O baixo capital social dos brasileiros é a ponta do iceberg de um conjunto de valores irresponsáveis que chega à criminalidade. A “Lei de Gerson”, que domina a sociedade brasileira de alto a baixo, zerou a confiança interpessoal no país. Exemplos do cotidiano: seu Jerônimo é um bom marceneiro. Com cursos e experiência, aprendeu a fazer boas estantes. Bom capital humano como trabalhador. Aceitou vir fazê-las em minha casa. Marcou quatro vezes, não apareceu, nem mesmo telefonou para avisar que não viria. Na quinta vez, depois de faltar, quando o encontrei tentou se justificar e ficou até irritado quando o interrompi, dizendo: “nem comece; não adianta”. Capital social zero. Seu Jerônimo não será jamais contratado nem indicado por mim.
Vi o excelente trabalho feito pelo Tadeu, outro marceneiro, na casa de um colega. Levei quatro bolos do Tadeu, o último a despeito de um telefonema dele, numa sexta, marcando o início do trabalho para a manhã seguinte. Manhã perdida, esperando o Godot marceneiro.
Não são apenas os marceneiros. Esse comportamento é um padrão social em muitas áreas de atividade e não uma característica exclusivamente de alguns setores ocupacionais ou de algumas pessoas. Minha experiência, e a de várias pessoas que entrevistei, mostra que ela se estende a muitos setores dos serviços e de outras ocupações, incluindo burocratas, advogados, médicos, professores, contadores, bombeiros-eletricistas e muito mais. Os compromissos não são honrados e a palavra muito menos.
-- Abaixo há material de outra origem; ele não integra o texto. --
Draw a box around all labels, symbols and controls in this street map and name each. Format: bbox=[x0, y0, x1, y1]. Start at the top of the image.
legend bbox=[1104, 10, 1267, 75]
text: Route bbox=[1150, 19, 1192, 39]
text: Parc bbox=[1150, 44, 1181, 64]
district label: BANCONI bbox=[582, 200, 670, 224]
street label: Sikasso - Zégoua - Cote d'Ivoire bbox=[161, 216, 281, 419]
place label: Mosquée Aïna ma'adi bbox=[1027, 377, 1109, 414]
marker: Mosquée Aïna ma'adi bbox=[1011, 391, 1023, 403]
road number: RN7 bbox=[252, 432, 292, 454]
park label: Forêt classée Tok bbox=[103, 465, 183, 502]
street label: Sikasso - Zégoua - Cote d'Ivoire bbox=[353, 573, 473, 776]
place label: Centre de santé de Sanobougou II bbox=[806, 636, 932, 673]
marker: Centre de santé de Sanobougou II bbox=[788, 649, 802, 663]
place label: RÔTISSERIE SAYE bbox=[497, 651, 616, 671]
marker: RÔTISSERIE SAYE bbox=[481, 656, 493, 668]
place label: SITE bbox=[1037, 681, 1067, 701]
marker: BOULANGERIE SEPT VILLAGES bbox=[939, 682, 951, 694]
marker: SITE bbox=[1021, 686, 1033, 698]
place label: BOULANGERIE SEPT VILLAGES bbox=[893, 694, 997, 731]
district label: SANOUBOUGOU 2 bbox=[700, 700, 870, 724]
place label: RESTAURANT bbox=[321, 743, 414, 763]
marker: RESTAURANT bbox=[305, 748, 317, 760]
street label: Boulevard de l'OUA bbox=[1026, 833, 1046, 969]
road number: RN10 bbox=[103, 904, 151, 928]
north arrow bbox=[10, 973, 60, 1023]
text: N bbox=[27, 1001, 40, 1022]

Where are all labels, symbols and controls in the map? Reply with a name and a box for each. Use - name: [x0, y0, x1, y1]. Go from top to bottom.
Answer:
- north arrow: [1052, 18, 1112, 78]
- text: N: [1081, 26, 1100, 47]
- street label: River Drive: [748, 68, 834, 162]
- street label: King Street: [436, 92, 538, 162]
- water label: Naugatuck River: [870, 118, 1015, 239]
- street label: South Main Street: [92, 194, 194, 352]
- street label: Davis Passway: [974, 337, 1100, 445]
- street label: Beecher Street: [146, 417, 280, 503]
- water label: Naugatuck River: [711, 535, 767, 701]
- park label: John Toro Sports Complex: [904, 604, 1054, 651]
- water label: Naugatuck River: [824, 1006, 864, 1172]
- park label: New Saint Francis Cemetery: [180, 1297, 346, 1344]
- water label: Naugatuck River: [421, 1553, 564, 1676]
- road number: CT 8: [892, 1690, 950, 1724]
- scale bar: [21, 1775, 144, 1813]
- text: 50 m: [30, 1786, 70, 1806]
A crise ética e moral não é, apenas, dos nossos políticos: é do nosso país, é de todos nós, e se revela nos dados sobre a confiança interpessoal. Somente um em cada dezoito brasileiros confia nos demais. A metade no nível uruguaio, perto de um terço do argentino. Percentualmente, para cada brasileiro que confia nos seus compatriotas, há sete americanos que confiam nos deles.
Como construir uma sociedade e uma polis onde ninguém confia em ninguém? Inglehart, em 1989, concluiu que a confiança se correlaciona positivamente com o PIB e com a democracia. Para ele, a confiança alavanca a democracia e o desenvolvimento econômico. Müller e Seligson, em 1994, defenderam a hipótese oposta: a democracia e o nível de vida explicariam a confiança. A possibilidade de endogenia é clara e é difícil saber o que causa o quê, sendo a influência recíproca uma hipótese plausível. É a minha.
Há casos que provocam indignação. No jazigo da minha família, como em quase todos, os corpos são exumados depois de alguns anos. Comprei, há quatro anos, com minha prima, urnas funerárias para colocar os restos mortais de meu pai e de meu tio. Quinta feira minha tia foi enterrada. Os restos mortais de meus pais e de meu tio estavam em sacos plásticos pretos, como os de lixo. Das urnas, nem sinal. Como são caras, setenta reais cada, imagino que foram vendidas. O administrador estava ausente do cemitério nas vezes em que estive lá, e a simpática secretária, como de praxe, não sabia nada de nada. Em uma das minhas visitas, num feriado, o cemitério estava fechado. É proibido morrer nos feriados. Naquele outrora bucólico município da orla fluminense, o cemitério e sua igreja, no alto de um morro, simbolizavam a derradeira paz. Hoje o município é conhecido pela violência e pela corrupção que marcam a costa do petróleo. A Lei de Gerson e a bandidagem não respeitam nem os mortos.